Entries provided:
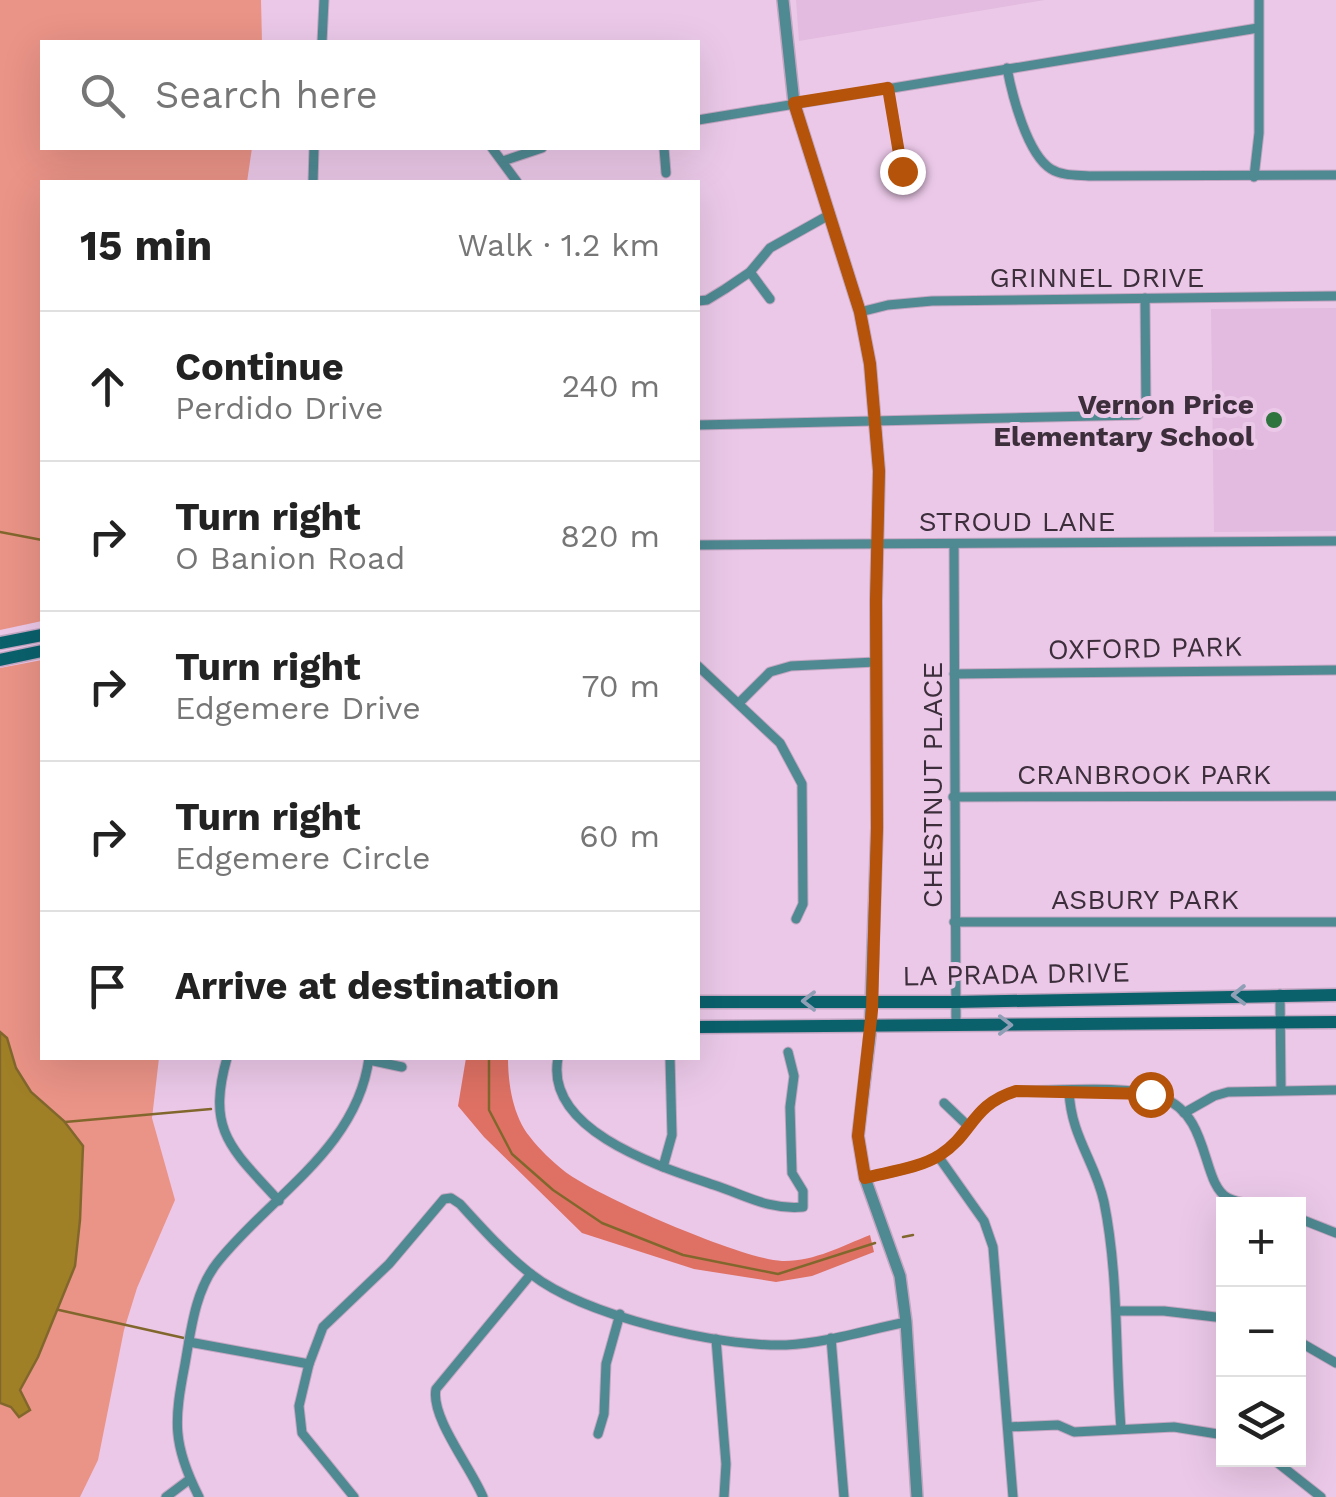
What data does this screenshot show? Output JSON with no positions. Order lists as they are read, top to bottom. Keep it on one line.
{"streets":{"main road":["LA PRADA DRIVE"],"street":["GRINNEL DRIVE","STROUD LANE","OXFORD PARK","CRANBROOK PARK","CHESTNUT PLACE","ASBURY PARK"]},"crossings":[["STROUD LANE","CHESTNUT PLACE"],["OXFORD PARK","CHESTNUT PLACE"],["CRANBROOK PARK","CHESTNUT PLACE"],["CHESTNUT PLACE","ASBURY PARK"],["CHESTNUT PLACE","LA PRADA DRIVE"]],"places":["Vernon Price Elementary School"],"page":{"search":"Search here","heading":["15 min","Walk · 1.2 km"],"list":[["Continue","Perdido Drive","240 m"],["Turn right","O Banion Road","820 m"],["Turn right","Edgemere Drive","70 m"],["Turn right","Edgemere Circle","60 m"],"Arrive at destination"],"map_buttons":["+","−"]}}
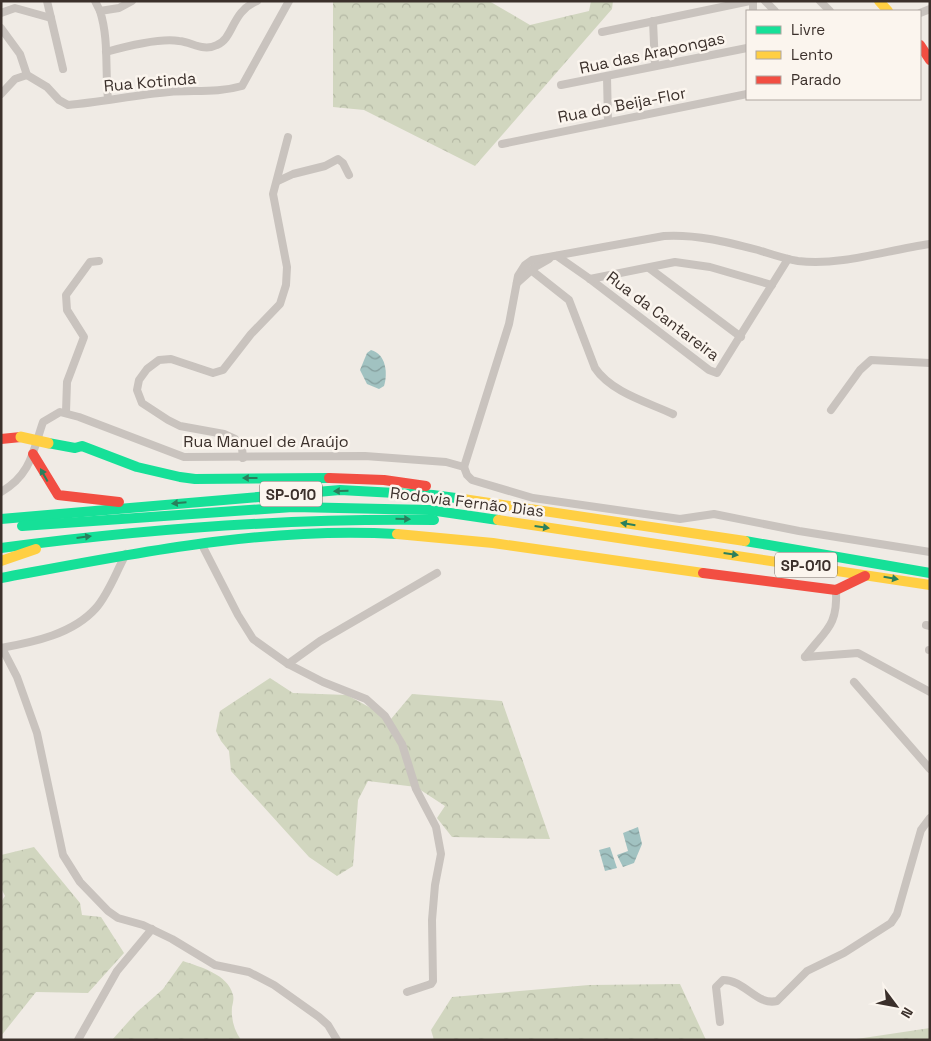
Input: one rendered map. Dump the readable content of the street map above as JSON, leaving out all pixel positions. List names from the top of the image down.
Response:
{
  "streets": {
    "main road": ["SP-010", "Rodovia Fernão Dias"],
    "street": [
      "Rua das Arapongas",
      "Rua Kotinda",
      "Rua do Beija-Flor",
      "Rua da Cantareira",
      "Rua Manuel de Araújo"
    ]
  },
  "legend": ["Livre", "Lento", "Parado"],
  "north": "bottom right"
}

Work to complete:
When a picture appears among the entries, skip it; transcribe everything else exactly.

Completed task:
What data does this screenshot show? Output JSON with no positions. Order lists as they are read, top to bottom. Keep it on one line.
{"streets":{"main road":["LA PRADA DRIVE"],"street":["GRINNEL DRIVE","STROUD LANE","OXFORD PARK","CRANBROOK PARK","CHESTNUT PLACE","ASBURY PARK"]},"crossings":[["STROUD LANE","CHESTNUT PLACE"],["OXFORD PARK","CHESTNUT PLACE"],["CRANBROOK PARK","CHESTNUT PLACE"],["CHESTNUT PLACE","ASBURY PARK"],["CHESTNUT PLACE","LA PRADA DRIVE"]],"places":["Vernon Price Elementary School"],"page":{"search":"Search here","heading":["15 min","Walk · 1.2 km"],"list":[["Continue","Perdido Drive","240 m"],["Turn right","O Banion Road","820 m"],["Turn right","Edgemere Drive","70 m"],["Turn right","Edgemere Circle","60 m"],"Arrive at destination"],"map_buttons":["+","−"]}}
Input: one rendered map. Dump the readable content of the street map above as JSON, leaving out all pixel positions. List names from the top of the image down.
Response:
{
  "streets": {
    "main road": ["SP-010", "Rodovia Fernão Dias"],
    "street": [
      "Rua das Arapongas",
      "Rua Kotinda",
      "Rua do Beija-Flor",
      "Rua da Cantareira",
      "Rua Manuel de Araújo"
    ]
  },
  "legend": ["Livre", "Lento", "Parado"],
  "north": "bottom right"
}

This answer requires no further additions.